In his speech, Mr. Morley said that the political power

of the Irish landlords was gone ; that their moral power, if they ever had any, was gone ; their social power was gone ; their material power was gone ; anti that in the most distressed parts of Ireland, the landlords are now nothing but a body of men mighty for evil and powerless for good. He then diverged to the criticisms made on his speech at St. Helens, and said, in answer to the statement that the conduct, or misconduct, of the police was not a political matter, and should have been dealt with, if necessary, by an action against the police, that it was idle to talk of a wretched Tipperary peasant bringing such an action and carrying up an appeal to the House of Lords. No doubt it is ; but why cannot the National League do it for him, instead of lavishing its money on evicted tenants who never wished to be evicted, and who would have paid their reduced rents gladly if the League would but have let them alone? Mr. John Morley maintains that a Coercionist Government, if it is to be tolerable, needs very much more

than the ordinary personal superintendence by its chiefs ; and that, he intimates, is what makes Mr. Balfour's absence in Scotland so culpable, when he ought to have himself examined the question who should be the sitting Magistrates to hear the Tipperary charges.
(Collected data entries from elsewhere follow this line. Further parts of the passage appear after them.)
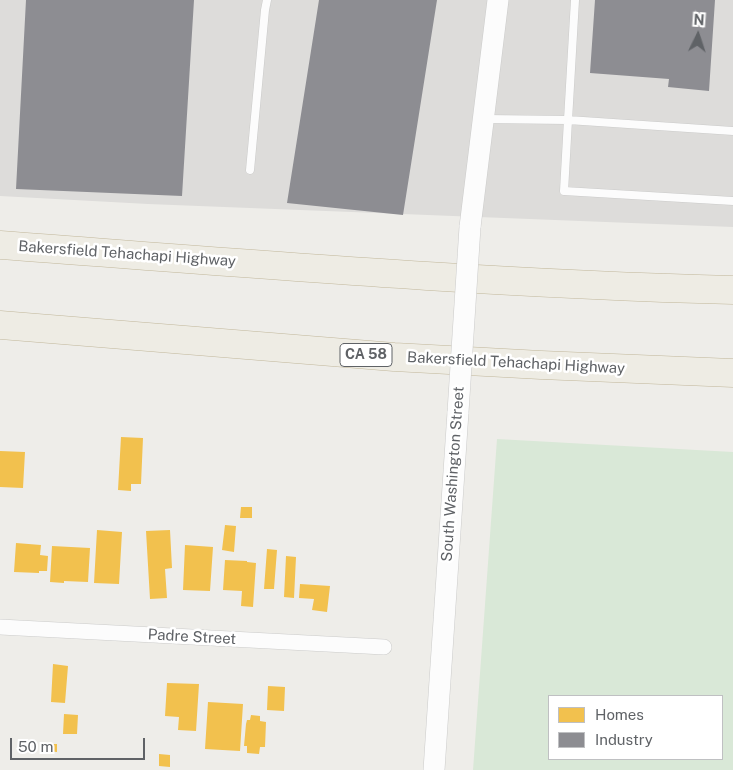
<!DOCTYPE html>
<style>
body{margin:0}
#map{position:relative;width:733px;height:770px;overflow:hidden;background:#eeede9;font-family:"Public Sans",sans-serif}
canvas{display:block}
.legend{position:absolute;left:548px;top:695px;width:175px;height:65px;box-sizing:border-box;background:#fff;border:1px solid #bfc0c2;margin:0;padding:6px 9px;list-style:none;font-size:15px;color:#5f6266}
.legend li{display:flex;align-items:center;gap:10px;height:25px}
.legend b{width:25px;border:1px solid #bfc0c2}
.north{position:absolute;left:673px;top:10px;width:50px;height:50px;-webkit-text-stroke:4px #fff;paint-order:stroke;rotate:4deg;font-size:14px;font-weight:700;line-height:20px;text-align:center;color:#5f6266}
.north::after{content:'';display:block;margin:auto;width:18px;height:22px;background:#5f6266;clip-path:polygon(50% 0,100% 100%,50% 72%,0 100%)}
.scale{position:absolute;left:10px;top:738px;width:135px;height:22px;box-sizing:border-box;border:2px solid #5f6266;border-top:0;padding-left:6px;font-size:15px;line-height:18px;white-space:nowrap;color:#5f6266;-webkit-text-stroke:4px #fff;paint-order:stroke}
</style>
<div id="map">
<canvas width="733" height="770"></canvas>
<ul class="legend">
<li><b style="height:14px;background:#f2c14e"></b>Homes</li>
<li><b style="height:14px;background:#8d8d92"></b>Industry</li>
</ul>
<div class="north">N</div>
<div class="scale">50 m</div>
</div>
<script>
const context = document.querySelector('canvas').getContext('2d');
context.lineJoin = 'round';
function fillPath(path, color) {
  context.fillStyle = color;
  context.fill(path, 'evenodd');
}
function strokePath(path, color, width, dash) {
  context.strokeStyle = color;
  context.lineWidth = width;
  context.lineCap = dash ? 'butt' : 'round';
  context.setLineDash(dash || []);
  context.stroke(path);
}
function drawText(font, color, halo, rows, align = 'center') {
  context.font = font + ' "Public Sans",sans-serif';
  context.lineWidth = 5;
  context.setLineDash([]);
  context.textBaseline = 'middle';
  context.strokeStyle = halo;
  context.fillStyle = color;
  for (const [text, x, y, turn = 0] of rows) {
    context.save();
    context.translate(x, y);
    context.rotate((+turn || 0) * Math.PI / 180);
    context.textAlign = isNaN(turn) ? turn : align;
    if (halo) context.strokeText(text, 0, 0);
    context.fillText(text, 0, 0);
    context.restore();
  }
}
const industrial = new Path2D(`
 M0 0H733V227L148 204 0 196Z`);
const green = new Path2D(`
 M497 439 733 452V770H473ZM549 696H722V759H549Z`);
const homes = new Path2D(`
 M121 437 143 438 141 484H131V491L118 490Z
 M0 451 25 452 23 488 0 487Z
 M241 507H252V518H240Z
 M225 525 236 526 234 552 222 550Z
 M97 530 122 532 119 584 94 583Z
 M170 530 172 568 165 569 167 598 150 599 146 531Z
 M16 543 41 545 40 555 48 556 47 571H39V573L14 572Z
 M185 545 213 547 210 591 183 590Z
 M52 546 90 548 88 582 64 581V583L50 582Z
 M267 549 277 550 274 589H264Z
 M286 556 296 557 294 598 284 597Z
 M225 560 247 561V562L256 563 253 607 241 606 242 591 223 590Z
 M300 584 330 586 327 612 312 610 314 599 299 598Z
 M53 664 68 666 65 703 51 702Z
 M167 683 199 684 196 731 178 730 179 717 165 716Z
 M268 686 285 687 284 711 267 710Z
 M208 702 243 704 240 751 205 749Z
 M64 714 78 715 77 734H63Z
 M251 715 260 716V721L266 722 265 747H260L259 754 247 753V746H244L246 724 247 720H250Z
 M46 744H57V752L46 751Z
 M159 754 170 755V767L159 766Z`);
const industry = new Path2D(`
 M26 0H194L182 196 16 189Z
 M319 0H437L403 215 287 203Z
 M595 0H715L709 91 668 87 669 79 590 73Z`);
const lane = new Path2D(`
 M485 119 568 120 575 0
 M733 131 568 120 564 191 733 201
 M250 170 265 10 267 0`);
const street = new Path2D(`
 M0 627 384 647`);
const secondary = new Path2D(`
 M470 227 498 0
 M434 770 458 412`);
const highway = new Path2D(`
 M0 245C244 263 488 284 733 290
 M0 325 394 357 541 365 733 373`);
const secondaryBridge = new Path2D(`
 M458 412 470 227`);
const shields = [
 [366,355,52]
];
const shieldNames = [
 ["CA 58",366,355]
];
const streetNames = [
 ["Bakersfield Tehachapi Highway",127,254,4],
 ["Bakersfield Tehachapi Highway",516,363,3],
 ["South Washington Street",453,474,-86],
 ["Padre Street",192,637,3]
];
fillPath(industrial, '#dddcda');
fillPath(green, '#d9e8d7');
fillPath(homes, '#f2c14e');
fillPath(industry, '#8d8d92');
strokePath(lane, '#cbcbca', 9);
strokePath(street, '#cbcbca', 16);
strokePath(secondary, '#cbcbca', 22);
strokePath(highway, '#c1b79b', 29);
strokePath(lane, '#fcfcfc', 8);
strokePath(street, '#fcfcfc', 15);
strokePath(secondary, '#fcfcfc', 21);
strokePath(highway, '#eeece4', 28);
strokePath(secondaryBridge, '#cbcbca', 22, []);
strokePath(secondaryBridge, '#fcfcfc', 21);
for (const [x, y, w] of shields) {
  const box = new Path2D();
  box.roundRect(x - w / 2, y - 11.5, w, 23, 4);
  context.fillStyle = '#fff';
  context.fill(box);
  strokePath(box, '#5f6266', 1);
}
drawText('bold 14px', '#5f6266', null, shieldNames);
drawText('15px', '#5f6266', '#fff', streetNames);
</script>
And Mr. Morley illustrated his attack by praising the late Mr. Forster's sedulous devotion to- his Irish administration. But surely Mr. Forster, earnest and conscientious as he was, was far more violently hated and far more furiously attacked than ever Mr. Balfour has been. We are not sure that the Irish do not prefer those rulers who, whatever they are, do not seem to be over-anxious as to their decisions.